Bęthberry
Quote:
It seems to me to be a little too close to the old idea that visual representations are inferior and even suspect.
|
I wouldn't say that visual representations are necessarily inferior to works of literature. They each have a different effect. Visual images stimulate the senses more than they do the imagination, while written works stimulate the imagination more than they do the senses.
Quote:
I wonder what a visual artist would say to this idea that art restricts imagination.
|
But surely it's axiomatic that it does. A piece of writing and a visual rendering of that piece of writing will both stimulate the imagination of the reader/observer, but only the reader of the written piece will be using their imagination to create the visual image itself.
Quote:
Maybe we should see the movies as the latest in a long line of attempts at visual recreations of the printed page.
|
Yes, I think that is a fair way of looking at them although, as moving images, they of course differ from illustrations in that they visually recreate the action as well as the characters and places.
Child
Quote:
If I could experience the films purely as a visual event, there are very few thing with which I would feel uncomfortable. Peter Jackson did an amazing job recreating the visual fabric of Middle-earth.
|
I thoroughly agree. But even so, I think that there is something missing in the visual experience that is present in the reading experience. And, although it's part of it, I don't think that this is just down to the plot and character changes. I think that even if we lived in an ideal world where the films portrayed the characters, conversations and events exactly as they are in the book, something would still be missing. And that "something", I think, is the sense of enchantment that we get from creating the images ourselves while we read. Perhaps this is why (in my experience at least), this "enchantment" is at its most intense when we read the book for the first time.
Quote:
Are you sure about that SPM? I am not. This may be a classic example of Tolkien saying one thing and, shortly thereafter, saying or doing another.
|
I don't think that Tolkien was saying that illustrations have no value in themselves. The point he was making, I think, is that, in the case of a "fairy-story", they will have less of an effect in stimulating the imagination than the text itself and that, for that reason, they are unlikely to enhance it. Funnily enough, I came across that extract from "On Faerie Stories" in a note to one of Tolkien's Letters to Pauline Baynes concerning the illustrations that she was doing for "The Adventures of Tom Bombadil". I think that he referred to it to it when agreeing to a point that she had made (although I can't recall the exact point and haven't got the Letters to hand).

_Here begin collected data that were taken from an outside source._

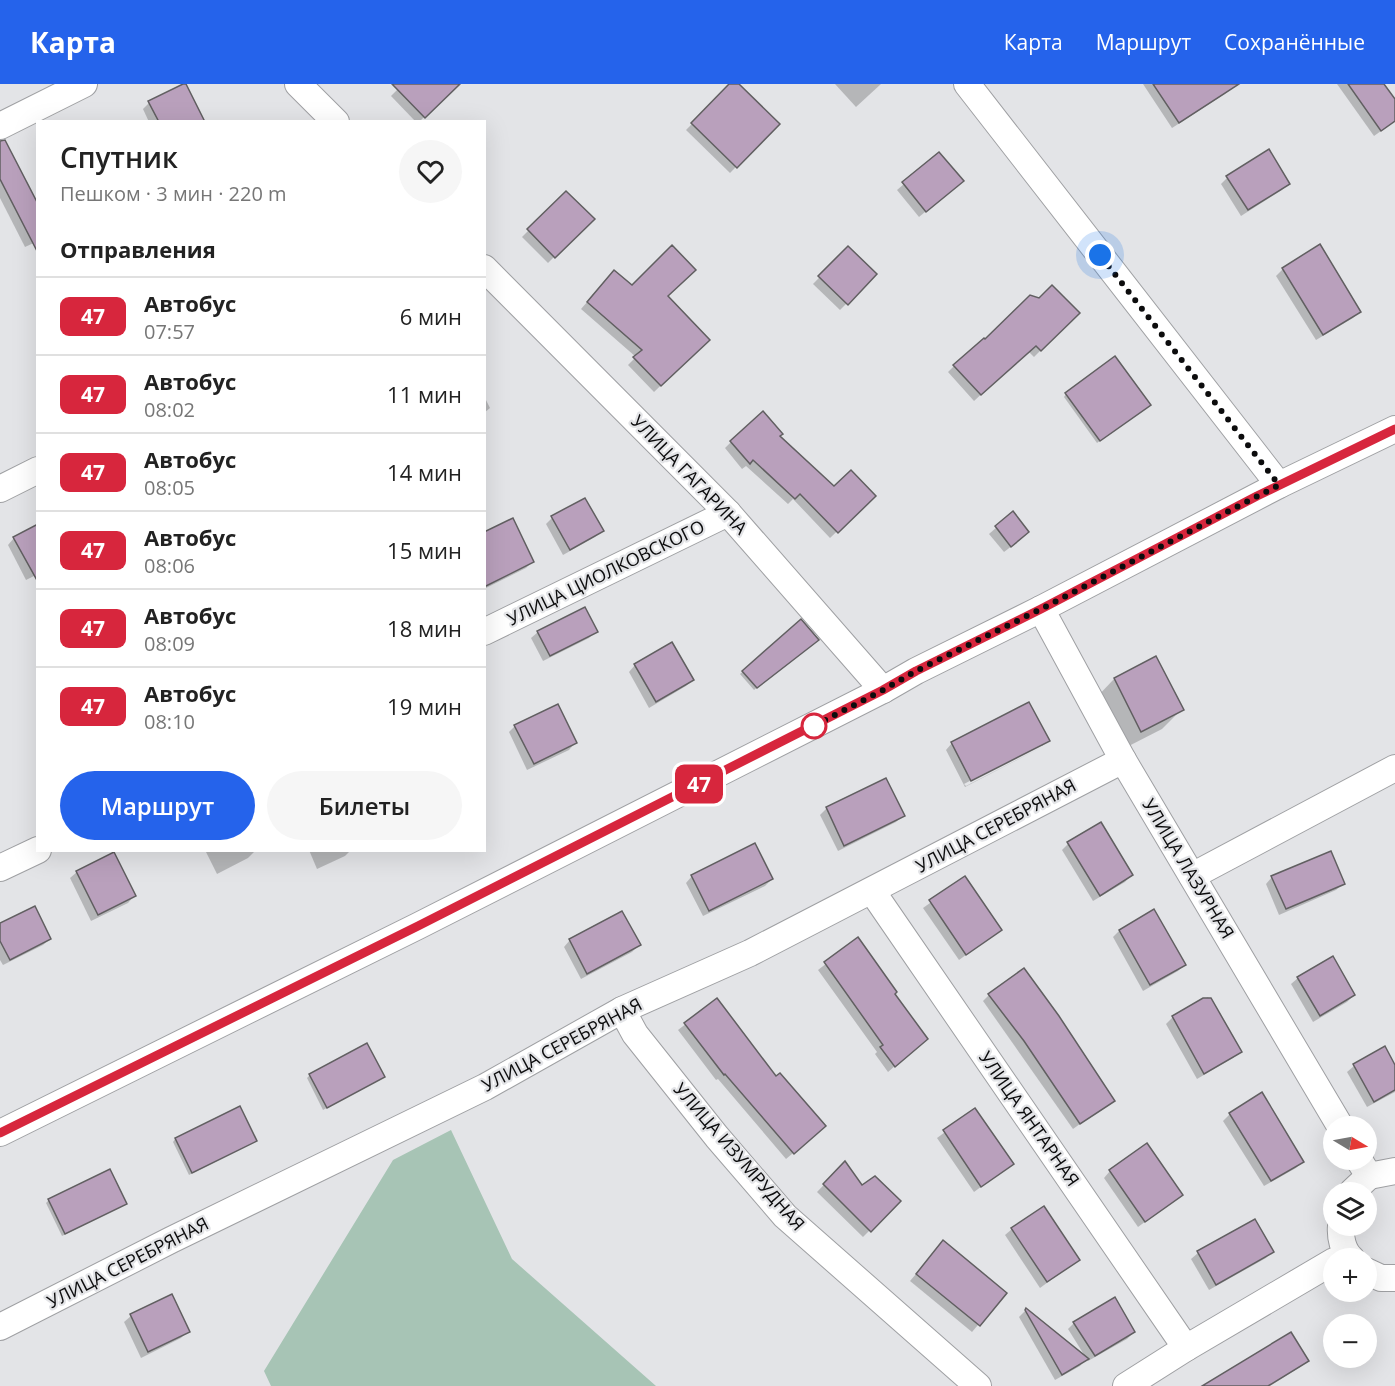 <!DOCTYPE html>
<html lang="ru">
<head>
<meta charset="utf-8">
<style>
	:root { --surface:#fff; --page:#f6f6f6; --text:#222; --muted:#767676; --line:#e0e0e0; --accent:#2563eb }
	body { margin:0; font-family:"Open Sans",sans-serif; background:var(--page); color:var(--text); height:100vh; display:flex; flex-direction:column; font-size:22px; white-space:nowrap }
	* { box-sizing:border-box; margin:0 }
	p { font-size:20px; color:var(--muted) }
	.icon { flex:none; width:33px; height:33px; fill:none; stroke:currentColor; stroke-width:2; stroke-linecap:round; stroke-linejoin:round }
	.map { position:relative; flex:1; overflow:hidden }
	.panel { position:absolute; left:36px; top:36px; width:450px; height:732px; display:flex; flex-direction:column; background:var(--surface); border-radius:0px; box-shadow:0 6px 24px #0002 }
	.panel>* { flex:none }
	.badge { padding:0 12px; border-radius:9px; font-size:21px; line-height:39px }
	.needle { width:39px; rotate:100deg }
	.fabs { position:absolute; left:1323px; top:1032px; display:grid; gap:12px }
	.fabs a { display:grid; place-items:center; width:54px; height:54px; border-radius:50%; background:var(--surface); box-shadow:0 6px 24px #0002; font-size:30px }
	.you { position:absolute; width:30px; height:30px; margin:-15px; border:4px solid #fff; border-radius:50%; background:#1a73e8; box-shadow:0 0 0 9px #1a73e833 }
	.map>.badge { position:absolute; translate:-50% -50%; box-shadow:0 0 0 3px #fff }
	h2 { padding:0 24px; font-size:22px; line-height:54px }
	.round { display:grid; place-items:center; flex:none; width:63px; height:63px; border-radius:32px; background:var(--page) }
	.summary { display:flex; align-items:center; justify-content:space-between; height:102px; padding:0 24px }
	h1 { font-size:28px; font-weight:600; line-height:45px }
	.action { display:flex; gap:12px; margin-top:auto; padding:12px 24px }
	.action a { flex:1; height:69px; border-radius:36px; background:var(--accent); color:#fff; font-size:24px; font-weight:600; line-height:69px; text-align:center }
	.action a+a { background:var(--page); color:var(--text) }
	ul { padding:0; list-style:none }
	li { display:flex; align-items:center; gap:18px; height:78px; padding:0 24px; border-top:2px solid var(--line) }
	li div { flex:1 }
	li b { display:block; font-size:22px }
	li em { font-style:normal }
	li .badge { min-width:66px; font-weight:700; text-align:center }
	header { display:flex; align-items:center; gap:36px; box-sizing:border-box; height:84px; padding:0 30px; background:var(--accent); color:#fff }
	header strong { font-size:28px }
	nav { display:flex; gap:33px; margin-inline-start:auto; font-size:21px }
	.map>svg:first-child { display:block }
</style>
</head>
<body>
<header>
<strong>Карта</strong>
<nav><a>Карта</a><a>Маршрут</a><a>Сохранённые</a></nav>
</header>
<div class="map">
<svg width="1395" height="1302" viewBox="0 0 1395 1302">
	<rect width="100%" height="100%" fill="#e3e4e7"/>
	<!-- green -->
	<path fill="#a7c4b5" d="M451,1046L512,1175L656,1302H271L264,1287L393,1076Z"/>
	<!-- shadow -->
	<g fill="#0003">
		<path d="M403,0H450L454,4L419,38H416L391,12Z"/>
		<path d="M731,0H737L778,40L730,89L686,46Z"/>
		<path d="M835,0H881L856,23Z"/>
		<path d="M1143,0H1229L1232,4L1225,10L1172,44Z"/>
		<path d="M1337,0H1382L1395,17V37L1374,52Z"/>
		<path d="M149,19L204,38H149L143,25Z"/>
		<path d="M939,70L955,103L919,133L897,106Z"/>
		<path d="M0,78L38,157L25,163L0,114Z"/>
		<path d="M1227,94L1288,99L1282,106L1241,132L1221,100Z"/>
		<path d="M566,109L592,135L548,179L522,153Z"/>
		<path d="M1319,163L1359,228L1353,234L1316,256L1276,192L1283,185Z"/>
		<path d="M848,164L875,191L840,226L813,200Z"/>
		<path d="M608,194L666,212L708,256L654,308L628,281L636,273L581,225Z"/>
		<path d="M1078,229L1034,273L1028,267L974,317L948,288L954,282Z"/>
		<path d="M1066,310L1146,323L1097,359L1064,313Z"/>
		<path d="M484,312L490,324L484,329Z"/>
		<path d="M778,353L834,404L874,412L830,454L793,415L788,420L746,382L742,385L725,364L731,358Z"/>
		<path d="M1013,429L1021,455L1004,468L989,450Z"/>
		<path d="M552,434L602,446L595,453L563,471L546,440Z"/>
		<path d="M484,450L532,478L526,484L484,505Z"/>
		<path d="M14,454L38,490L26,496L8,461Z"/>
		<path d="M801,537L814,558L754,606L740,590Z"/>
		<path d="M596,547L589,554L543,577L531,554L538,548Z"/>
		<path d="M635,581L693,596L686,602L649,624L629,588Z"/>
		<path d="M1114,595L1182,625L1162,645L1121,666L1095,615Z"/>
		<path d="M515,642L575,659L569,666L527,686L509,648Z"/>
		<path d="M1048,657L1042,662V659L964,700L966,702L1042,663L965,703L946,666L952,659Z"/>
		<path d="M885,696L903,732L896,738L838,767L820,731L826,725Z"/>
		<path d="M1068,760L1131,791L1125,798L1093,817L1062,766Z"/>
		<path d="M205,766H253L254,768L248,774L217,790Z"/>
		<path d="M309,766H351L345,772L317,785Z"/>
		<path d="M77,788L134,812L128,819L91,837L70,794Z"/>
		<path d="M692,792L772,795L765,802L703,832L686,799Z"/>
		<path d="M1272,793L1343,800L1336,806L1279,831L1266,800Z"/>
		<path d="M965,794L1000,846L959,876L923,824Z"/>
		<path d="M1154,827L1184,881L1178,887L1143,907L1113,853L1119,847Z"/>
		<path d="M0,841L50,855L43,861L3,881L0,876Z"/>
		<path d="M858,855L919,961L888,988L875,970L877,968L818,886Z"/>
		<path d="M570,856L639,861L632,868L581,895L564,863Z"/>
		<path d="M1298,894L1354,911L1347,918L1313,938L1291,900Z"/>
		<path d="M989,911L1113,1016L1073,1045L983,917Z"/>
		<path d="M1208,913L1240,968L1233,974L1197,995L1166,940L1173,933Z"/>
		<path d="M717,916L817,1049L786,1075L718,995L716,996L678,946Z"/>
		<path d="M1384,964L1395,984V1008L1367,1023L1347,988L1354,982Z"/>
		<path d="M310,991L383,993L323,1026L307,994Z"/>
		<path d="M1262,1010L1302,1078L1296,1084L1264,1102L1223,1037L1230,1030Z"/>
		<path d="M975,1026L1012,1080L974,1108L937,1054Z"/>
		<path d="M175,1055L255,1057L189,1091L173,1058Z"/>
		<path d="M845,1079L862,1103L899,1117L863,1153L817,1108Z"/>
		<path d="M1110,1087L1181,1111L1138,1143L1104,1094Z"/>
		<path d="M49,1116L125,1120L62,1152L46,1119Z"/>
		<path d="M1254,1137L1272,1167L1266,1174L1209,1206L1191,1175L1198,1169Z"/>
		<path d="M1012,1145L1078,1176L1040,1204L1005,1151Z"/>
		<path d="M937,1165L1005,1209L972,1248L910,1197Z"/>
		<path d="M1026,1226L1086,1275L1080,1282L1055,1296L1019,1233Z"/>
		<path d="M131,1232L188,1247L181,1254L141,1274L124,1238Z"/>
		<path d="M1074,1239L1134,1248L1127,1255L1088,1277L1068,1245Z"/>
		<path d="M1307,1277L1300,1283L1270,1302H1202Z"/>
	</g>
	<!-- building -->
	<g fill="#b9a0bc" stroke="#615f61" stroke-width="1.5">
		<path d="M183,0H186L205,38H159L148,17Z"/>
		<path d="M392,0H460L425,34Z"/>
		<path d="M729,0H739L780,40L737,84L691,39Z"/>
		<path d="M1153,0H1239L1179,39Z"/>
		<path d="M1348,0H1384L1395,15V37L1381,47Z"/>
		<path d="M5,56L38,120V169L0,95V57Z"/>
		<path d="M1269,65L1290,100L1248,126L1226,92Z"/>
		<path d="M939,68L964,97L926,128L902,98Z"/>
		<path d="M566,107L595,135L555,174L527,145Z"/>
		<path d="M1320,160L1361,228L1323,251L1282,184Z"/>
		<path d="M672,161L696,186L668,212L710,256L661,302L633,273L642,266L587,218L614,186L632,201Z"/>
		<path d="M848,162L877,190L848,221L818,192Z"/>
		<path d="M1052,201L1080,229L1041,267L1036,262L981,311L953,281L984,254L985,255L1030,211L1039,214Z"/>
		<path d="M1115,272L1151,321L1100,357L1065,309Z"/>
		<path d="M763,327L783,350L780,352L834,402L851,386L876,412L838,449L800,410L795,415L753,376L750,380L730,357Z"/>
		<path d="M585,414L604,447L570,466L551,432Z"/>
		<path d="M1013,427L1029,448L1011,463L995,442Z"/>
		<path d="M513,434L534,478L484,503V448Z"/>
		<path d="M38,440V498L13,453Z"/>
		<path d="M585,523L598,548L550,572L537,547Z"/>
		<path d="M801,535L819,556L757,604L742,587Z"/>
		<path d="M672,558L694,596L656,618L634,580Z"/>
		<path d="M1156,572L1184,626L1141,648L1114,594Z"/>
		<path d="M1029,618L1050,657L971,697L951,658Z"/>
		<path d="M558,620L577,659L534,680L514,641Z"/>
		<path d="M886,694L905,732L844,762L826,723Z"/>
		<path d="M1101,738L1133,791L1100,812L1067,758Z"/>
		<path d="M755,759L773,795L709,827L691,791Z"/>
		<path d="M1331,767L1345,800L1286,825L1271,792Z"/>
		<path d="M114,768L136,812L98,831L76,787Z"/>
		<path d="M965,792L1002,846L966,871L929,816Z"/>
		<path d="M35,822L51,855L10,876L0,857V839Z"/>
		<path d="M1154,825L1186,881L1150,901L1119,846Z"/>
		<path d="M622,827L641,861L587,890L569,855Z"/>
		<path d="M858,853L897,908L895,910L928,955L895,983L880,963L883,961L824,878Z"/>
		<path d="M1333,872L1355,911L1320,932L1297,893Z"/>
		<path d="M1024,884L1059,932L1115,1017L1080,1040L1024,957L988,910Z"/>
		<path d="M717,914L776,992L780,989L826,1042L794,1070L725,990L724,991L684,939Z"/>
		<path d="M1203,914H1211L1242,968L1204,990L1172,932Z"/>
		<path d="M367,959L385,993L327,1024L309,990Z"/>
		<path d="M1385,962L1395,981V1006L1374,1018L1353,980Z"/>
		<path d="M1262,1008L1304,1078L1271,1097L1229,1029Z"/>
		<path d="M240,1022L257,1057L192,1089L175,1054Z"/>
		<path d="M975,1024L1014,1080L981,1103L943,1046Z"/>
		<path d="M1147,1059L1183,1111L1145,1138L1109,1086Z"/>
		<path d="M845,1077L862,1101L875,1092L901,1117L871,1148L823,1100Z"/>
		<path d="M110,1085L127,1120L65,1150L48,1115Z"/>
		<path d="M1044,1122L1080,1176L1047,1198L1011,1144Z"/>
		<path d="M1255,1135L1274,1168L1216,1201L1197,1167Z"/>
		<path d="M943,1156L1007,1209L980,1242L916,1190Z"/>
		<path d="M172,1210L190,1248L148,1268L130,1230Z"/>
		<path d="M1115,1213L1135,1248L1095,1272L1073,1238Z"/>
		<path d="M1026,1224L1089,1275L1062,1291L1025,1226Z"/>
		<path d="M1291,1248L1309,1277L1268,1302H1202Z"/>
	</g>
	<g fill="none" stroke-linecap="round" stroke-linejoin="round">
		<!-- minor casing -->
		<g stroke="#9fa0a3" stroke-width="28">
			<g id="minor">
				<path d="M298,0L336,38"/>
				<path d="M967,0L1279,401"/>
				<path d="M0,42L84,0"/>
				<path d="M484,184L728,429L883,606"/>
				<path d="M0,405L38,386"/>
				<path d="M1041,525L1123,676L1340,1042"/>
				<path d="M484,548L728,429"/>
				<path d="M0,784L38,766"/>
				<path d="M1192,792L1395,684"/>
				<path d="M872,807L1186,1264"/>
				<path d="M622,926L635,950L717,1053L785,1132L978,1302"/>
				<path d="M0,1049L418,842L883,606L916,587L1041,525L1279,401L1395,345"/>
				<path d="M1359,1076L1369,1092L1395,1087"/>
				<path d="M1352,1108L1369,1092"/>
				<path d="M1341,1142C1340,1153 1343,1167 1351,1174"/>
				<path d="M1366,1187L1381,1194H1395"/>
				<path d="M0,1243L171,1156L485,1003L622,926L750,869L1123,676"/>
				<path d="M1126,1302L1186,1264L1334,1177"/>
			</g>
		</g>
		<!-- minor -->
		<use href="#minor" stroke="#fff" stroke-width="26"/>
	</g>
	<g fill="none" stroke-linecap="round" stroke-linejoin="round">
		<!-- line casing -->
		<g stroke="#fff" stroke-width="14">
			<path id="line" d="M0,1049L418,842L883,606L916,587L1041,525L1257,412L1395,345"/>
		</g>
		<!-- line -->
		<use href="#line" stroke="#d7263d" stroke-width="9"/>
		<!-- walk -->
		<path stroke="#0c0c0d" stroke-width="6" stroke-dasharray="0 10.8" d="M814,642L810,644L883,606L916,587L1041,525L1279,401L1100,171"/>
	</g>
	<!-- markers -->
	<circle fill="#fff" stroke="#d7263d" stroke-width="3" cx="814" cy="642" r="12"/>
	<g text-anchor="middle" stroke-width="4.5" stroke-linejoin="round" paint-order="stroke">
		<!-- street labels -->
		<g font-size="18" fill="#0c0c0d" stroke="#e3e4e7">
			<text transform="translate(689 391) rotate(46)" y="6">УЛИЦА ГАГАРИНА</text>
			<text transform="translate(606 489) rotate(-26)" y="6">УЛИЦА ЦИОЛКОВСКОГО</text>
			<text transform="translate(996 742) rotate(-28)" y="6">УЛИЦА СЕРЕБРЯНАЯ</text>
			<text transform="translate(1188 785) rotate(59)" y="6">УЛИЦА ЛАЗУРНАЯ</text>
			<text transform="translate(562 961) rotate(-28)" y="6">УЛИЦА СЕРЕБРЯНАЯ</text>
			<text transform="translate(1029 1035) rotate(55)" y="6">УЛИЦА ЯНТАРНАЯ</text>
			<text transform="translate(739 1073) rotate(49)" y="6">УЛИЦА ИЗУМРУДНАЯ</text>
			<text transform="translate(128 1179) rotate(-27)" y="6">УЛИЦА СЕРЕБРЯНАЯ</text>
		</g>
	</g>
</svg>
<div class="fabs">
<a><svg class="needle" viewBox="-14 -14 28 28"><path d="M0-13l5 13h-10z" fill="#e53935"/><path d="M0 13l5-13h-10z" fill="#767676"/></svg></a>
<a><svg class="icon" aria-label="layers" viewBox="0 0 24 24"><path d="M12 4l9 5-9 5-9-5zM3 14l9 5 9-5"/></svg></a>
<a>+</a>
<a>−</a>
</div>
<div class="you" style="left:1100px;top:171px"></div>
<b class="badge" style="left:699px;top:700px;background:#d7263d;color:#fff">47</b>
<section class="panel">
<div class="summary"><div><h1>Спутник</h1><p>Пешком · 3 мин · 220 m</p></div><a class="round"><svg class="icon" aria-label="heart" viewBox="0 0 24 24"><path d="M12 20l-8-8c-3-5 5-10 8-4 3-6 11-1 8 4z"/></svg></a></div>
<h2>Отправления</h2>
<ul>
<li><span class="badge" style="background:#d7263d;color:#fff">47</span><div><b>Автобус</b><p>07:57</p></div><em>6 мин</em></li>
<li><span class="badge" style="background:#d7263d;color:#fff">47</span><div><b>Автобус</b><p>08:02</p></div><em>11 мин</em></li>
<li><span class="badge" style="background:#d7263d;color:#fff">47</span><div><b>Автобус</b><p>08:05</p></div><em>14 мин</em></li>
<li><span class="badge" style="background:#d7263d;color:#fff">47</span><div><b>Автобус</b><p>08:06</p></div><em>15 мин</em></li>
<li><span class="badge" style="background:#d7263d;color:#fff">47</span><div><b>Автобус</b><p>08:09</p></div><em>18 мин</em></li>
<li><span class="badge" style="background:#d7263d;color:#fff">47</span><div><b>Автобус</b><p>08:10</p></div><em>19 мин</em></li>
</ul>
<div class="action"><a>Маршрут</a><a>Билеты</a></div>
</section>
</div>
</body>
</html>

I agree that Tolkien highly rated Pauline Baynes' ability to capture the essence of his works. However, I get the sense from his Letters that, where illustrations were included in his published works, this was at the insistence (or at least recommendation) of his publishers. I suspect that, left to his own devices, he would have done away with illustrations altogether (in his Middle-earth tales at least), and that he was only prepared to compromise because the illustrations used (his own and those of Pauline Baynes) were in line with his own vision.
Quote:
So I think you can have a successful visual expression of Middle-earth.
|
I agree. In my view, the films are an example of just that, and I would include many among the multitude of artists inspired by Tolkien's works. But I would say that they are successful only as far as they can go. They will never capture entirely the enchantment that the reading experience brings us. So I stand by my statement:
Quote:
... the visualisation of the books can never hold the same enchantment for us as the books themselves.